(Stored data entries)
- - -

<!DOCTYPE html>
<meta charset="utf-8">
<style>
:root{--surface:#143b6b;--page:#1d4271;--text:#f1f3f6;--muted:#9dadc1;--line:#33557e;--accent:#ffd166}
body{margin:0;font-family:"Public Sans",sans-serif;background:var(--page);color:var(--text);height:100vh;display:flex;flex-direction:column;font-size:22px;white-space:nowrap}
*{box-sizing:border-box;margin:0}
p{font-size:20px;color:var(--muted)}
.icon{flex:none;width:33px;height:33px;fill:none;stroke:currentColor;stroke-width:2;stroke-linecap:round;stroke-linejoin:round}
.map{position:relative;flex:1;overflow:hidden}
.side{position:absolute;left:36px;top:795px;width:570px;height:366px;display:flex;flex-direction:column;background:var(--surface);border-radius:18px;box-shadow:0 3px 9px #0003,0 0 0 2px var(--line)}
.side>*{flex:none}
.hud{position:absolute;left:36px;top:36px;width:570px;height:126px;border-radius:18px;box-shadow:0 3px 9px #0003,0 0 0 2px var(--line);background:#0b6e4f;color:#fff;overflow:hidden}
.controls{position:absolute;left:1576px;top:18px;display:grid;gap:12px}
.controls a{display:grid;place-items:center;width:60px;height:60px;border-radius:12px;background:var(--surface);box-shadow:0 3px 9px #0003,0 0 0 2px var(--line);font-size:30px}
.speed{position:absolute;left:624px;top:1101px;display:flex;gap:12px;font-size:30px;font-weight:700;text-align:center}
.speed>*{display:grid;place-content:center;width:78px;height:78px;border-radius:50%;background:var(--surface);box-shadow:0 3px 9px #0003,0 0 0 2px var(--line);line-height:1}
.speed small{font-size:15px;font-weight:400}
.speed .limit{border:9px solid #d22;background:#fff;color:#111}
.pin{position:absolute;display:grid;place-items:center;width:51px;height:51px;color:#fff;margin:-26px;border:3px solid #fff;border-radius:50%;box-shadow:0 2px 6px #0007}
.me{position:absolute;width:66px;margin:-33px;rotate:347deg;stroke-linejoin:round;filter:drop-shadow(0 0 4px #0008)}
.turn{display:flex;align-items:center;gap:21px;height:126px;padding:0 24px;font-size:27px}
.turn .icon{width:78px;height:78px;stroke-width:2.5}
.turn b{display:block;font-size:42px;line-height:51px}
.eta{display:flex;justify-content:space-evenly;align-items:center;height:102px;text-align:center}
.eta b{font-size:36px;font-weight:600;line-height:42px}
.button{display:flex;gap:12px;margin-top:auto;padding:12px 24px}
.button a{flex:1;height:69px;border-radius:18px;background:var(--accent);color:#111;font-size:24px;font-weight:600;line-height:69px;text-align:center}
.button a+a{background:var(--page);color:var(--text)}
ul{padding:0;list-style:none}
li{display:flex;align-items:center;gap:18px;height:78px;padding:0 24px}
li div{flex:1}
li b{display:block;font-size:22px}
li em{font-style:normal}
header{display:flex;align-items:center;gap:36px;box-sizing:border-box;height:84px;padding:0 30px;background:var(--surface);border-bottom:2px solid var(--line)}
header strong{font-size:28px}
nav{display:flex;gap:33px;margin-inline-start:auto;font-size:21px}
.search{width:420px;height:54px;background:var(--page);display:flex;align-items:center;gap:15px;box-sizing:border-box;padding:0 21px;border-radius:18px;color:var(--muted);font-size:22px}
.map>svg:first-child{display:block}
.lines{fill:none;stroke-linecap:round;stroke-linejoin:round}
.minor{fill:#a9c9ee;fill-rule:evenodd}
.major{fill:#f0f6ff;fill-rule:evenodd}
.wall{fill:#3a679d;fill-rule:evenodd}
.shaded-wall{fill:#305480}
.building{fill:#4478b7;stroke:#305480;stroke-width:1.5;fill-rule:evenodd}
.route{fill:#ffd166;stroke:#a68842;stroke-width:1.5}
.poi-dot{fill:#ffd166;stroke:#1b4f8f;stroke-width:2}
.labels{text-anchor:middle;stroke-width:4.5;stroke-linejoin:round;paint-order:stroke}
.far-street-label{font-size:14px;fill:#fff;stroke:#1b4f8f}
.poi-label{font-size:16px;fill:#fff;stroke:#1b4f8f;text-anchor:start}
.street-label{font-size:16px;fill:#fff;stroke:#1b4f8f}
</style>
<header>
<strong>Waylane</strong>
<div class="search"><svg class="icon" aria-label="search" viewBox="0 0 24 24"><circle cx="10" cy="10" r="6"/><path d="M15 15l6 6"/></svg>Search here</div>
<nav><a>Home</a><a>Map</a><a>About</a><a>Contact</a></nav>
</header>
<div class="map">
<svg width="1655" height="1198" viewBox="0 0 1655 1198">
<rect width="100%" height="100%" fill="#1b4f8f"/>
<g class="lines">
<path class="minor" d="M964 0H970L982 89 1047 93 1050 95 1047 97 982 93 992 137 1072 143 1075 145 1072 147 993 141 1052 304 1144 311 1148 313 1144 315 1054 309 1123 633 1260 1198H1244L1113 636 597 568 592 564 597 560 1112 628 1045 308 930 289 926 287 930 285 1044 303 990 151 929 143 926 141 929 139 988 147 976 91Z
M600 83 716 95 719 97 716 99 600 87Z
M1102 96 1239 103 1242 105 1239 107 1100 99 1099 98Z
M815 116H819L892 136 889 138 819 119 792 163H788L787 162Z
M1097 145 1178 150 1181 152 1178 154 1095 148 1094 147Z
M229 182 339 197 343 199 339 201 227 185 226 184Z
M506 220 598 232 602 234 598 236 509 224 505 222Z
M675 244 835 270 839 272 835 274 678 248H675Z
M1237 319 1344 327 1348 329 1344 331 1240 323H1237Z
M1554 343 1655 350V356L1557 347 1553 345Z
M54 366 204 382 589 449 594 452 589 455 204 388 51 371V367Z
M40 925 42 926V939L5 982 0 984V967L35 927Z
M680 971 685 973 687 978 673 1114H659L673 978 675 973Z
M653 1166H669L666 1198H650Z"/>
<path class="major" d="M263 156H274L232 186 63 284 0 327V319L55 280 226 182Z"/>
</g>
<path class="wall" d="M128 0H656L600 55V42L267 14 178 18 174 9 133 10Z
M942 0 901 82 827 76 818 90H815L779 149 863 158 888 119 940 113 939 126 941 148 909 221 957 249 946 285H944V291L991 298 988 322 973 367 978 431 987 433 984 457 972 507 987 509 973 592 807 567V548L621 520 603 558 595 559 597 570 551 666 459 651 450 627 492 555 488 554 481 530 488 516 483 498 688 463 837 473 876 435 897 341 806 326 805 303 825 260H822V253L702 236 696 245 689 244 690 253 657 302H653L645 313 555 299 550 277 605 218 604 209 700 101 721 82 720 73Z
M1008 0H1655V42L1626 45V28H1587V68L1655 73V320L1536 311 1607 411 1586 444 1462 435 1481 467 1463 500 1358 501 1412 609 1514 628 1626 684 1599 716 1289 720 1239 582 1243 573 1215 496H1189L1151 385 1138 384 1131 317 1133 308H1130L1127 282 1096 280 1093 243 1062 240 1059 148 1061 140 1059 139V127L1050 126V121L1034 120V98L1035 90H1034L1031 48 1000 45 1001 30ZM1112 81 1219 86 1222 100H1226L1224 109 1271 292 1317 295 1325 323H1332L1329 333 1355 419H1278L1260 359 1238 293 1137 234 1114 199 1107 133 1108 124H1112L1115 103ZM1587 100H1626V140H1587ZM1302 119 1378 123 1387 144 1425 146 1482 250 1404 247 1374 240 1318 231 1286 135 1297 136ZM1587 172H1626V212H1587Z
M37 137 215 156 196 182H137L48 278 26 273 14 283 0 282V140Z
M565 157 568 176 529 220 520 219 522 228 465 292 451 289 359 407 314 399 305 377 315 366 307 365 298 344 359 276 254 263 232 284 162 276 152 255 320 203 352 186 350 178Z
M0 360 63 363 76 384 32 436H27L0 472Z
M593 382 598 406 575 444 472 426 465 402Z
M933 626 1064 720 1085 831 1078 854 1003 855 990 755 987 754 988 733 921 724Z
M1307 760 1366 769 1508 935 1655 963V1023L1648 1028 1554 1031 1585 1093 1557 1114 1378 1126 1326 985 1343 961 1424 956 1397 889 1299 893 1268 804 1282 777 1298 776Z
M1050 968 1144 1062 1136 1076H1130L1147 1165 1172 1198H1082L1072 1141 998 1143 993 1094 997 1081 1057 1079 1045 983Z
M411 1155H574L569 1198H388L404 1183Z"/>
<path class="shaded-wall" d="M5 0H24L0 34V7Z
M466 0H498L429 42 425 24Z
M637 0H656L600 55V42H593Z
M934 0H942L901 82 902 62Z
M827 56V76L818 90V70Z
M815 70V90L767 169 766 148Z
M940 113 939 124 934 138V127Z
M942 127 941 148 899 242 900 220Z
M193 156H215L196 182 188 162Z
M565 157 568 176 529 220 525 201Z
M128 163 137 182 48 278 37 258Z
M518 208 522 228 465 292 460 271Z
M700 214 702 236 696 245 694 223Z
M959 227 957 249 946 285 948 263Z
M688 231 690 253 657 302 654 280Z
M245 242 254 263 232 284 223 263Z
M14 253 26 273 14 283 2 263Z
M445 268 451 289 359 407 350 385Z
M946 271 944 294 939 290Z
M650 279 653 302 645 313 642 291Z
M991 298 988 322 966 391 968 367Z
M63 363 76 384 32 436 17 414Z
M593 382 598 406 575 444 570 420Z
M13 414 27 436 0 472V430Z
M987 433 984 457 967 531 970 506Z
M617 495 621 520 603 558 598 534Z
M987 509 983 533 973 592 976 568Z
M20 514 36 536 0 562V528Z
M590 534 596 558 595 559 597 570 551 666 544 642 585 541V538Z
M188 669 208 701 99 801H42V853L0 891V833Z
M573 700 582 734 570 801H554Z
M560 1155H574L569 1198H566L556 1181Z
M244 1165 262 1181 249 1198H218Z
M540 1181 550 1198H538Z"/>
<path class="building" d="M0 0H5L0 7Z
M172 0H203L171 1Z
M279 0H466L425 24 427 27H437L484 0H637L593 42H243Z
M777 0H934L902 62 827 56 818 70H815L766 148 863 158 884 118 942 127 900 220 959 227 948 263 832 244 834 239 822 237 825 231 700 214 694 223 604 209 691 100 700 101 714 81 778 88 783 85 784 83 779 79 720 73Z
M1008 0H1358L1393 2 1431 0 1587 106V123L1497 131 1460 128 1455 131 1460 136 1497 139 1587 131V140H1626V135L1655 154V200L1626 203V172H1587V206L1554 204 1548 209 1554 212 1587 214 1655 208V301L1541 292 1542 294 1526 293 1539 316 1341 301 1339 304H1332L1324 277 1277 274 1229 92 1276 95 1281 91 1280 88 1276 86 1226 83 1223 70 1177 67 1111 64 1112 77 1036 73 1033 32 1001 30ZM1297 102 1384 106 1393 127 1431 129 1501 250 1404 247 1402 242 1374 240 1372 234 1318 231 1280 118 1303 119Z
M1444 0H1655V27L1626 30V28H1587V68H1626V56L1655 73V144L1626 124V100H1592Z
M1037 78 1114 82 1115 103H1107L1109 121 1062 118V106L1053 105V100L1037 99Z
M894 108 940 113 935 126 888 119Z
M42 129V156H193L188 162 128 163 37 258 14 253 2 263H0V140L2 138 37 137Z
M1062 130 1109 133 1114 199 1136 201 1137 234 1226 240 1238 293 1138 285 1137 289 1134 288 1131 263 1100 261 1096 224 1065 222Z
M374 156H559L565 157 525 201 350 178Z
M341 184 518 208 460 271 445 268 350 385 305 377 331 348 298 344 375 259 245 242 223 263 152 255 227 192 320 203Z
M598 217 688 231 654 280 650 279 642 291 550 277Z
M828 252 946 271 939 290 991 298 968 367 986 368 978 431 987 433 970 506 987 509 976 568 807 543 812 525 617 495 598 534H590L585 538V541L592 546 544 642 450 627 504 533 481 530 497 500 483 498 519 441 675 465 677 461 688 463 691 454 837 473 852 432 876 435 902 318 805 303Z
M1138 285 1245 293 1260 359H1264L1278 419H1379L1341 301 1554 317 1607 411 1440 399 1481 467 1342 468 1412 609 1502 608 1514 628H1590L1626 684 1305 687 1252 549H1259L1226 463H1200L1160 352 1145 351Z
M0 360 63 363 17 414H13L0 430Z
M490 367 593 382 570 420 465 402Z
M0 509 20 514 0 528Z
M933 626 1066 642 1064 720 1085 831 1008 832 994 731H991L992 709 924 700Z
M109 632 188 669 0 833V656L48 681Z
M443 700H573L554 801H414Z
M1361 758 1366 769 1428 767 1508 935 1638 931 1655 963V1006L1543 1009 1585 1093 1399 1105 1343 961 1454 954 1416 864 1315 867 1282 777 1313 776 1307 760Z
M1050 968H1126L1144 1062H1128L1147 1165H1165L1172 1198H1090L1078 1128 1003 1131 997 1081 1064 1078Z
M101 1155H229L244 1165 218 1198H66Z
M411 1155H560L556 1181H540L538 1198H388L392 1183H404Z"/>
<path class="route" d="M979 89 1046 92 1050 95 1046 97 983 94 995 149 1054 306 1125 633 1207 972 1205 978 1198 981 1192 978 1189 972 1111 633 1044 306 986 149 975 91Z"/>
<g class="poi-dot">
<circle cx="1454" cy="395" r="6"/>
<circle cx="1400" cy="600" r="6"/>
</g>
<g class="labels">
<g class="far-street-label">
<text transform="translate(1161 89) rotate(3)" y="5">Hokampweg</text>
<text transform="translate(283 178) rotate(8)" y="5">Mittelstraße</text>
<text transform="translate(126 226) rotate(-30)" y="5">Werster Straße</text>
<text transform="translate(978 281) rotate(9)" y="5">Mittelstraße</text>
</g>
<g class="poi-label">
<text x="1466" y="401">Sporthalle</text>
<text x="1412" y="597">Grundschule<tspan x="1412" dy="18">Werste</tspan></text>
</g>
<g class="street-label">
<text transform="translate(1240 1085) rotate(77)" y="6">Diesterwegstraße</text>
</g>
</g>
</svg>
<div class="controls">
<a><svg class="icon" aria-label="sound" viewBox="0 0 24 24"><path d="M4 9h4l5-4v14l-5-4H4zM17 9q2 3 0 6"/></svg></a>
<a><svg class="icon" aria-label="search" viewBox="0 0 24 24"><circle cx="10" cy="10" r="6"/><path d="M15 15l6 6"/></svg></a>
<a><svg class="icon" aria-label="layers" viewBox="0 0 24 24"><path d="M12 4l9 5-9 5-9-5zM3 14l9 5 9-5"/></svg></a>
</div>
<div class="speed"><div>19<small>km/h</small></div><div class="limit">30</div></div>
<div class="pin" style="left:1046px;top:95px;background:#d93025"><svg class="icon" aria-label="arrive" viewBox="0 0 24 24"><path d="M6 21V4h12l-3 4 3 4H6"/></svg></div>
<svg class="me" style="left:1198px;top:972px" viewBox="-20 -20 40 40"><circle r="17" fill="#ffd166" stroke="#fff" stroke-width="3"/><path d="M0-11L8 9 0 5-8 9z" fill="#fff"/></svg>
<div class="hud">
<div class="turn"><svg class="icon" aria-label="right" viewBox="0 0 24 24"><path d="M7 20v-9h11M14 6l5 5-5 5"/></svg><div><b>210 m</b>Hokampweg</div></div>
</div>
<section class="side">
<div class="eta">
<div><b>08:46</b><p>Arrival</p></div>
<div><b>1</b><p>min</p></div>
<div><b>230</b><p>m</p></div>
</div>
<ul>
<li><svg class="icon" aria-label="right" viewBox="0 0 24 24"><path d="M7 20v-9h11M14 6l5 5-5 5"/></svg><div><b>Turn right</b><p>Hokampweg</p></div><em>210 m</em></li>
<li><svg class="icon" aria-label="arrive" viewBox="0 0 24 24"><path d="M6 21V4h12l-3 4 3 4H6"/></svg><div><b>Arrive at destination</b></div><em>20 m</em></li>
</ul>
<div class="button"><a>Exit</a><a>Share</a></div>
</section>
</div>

- - -

All that is needed is a number: how many lines in the data above contain the string "small".

» **Your solution**: 2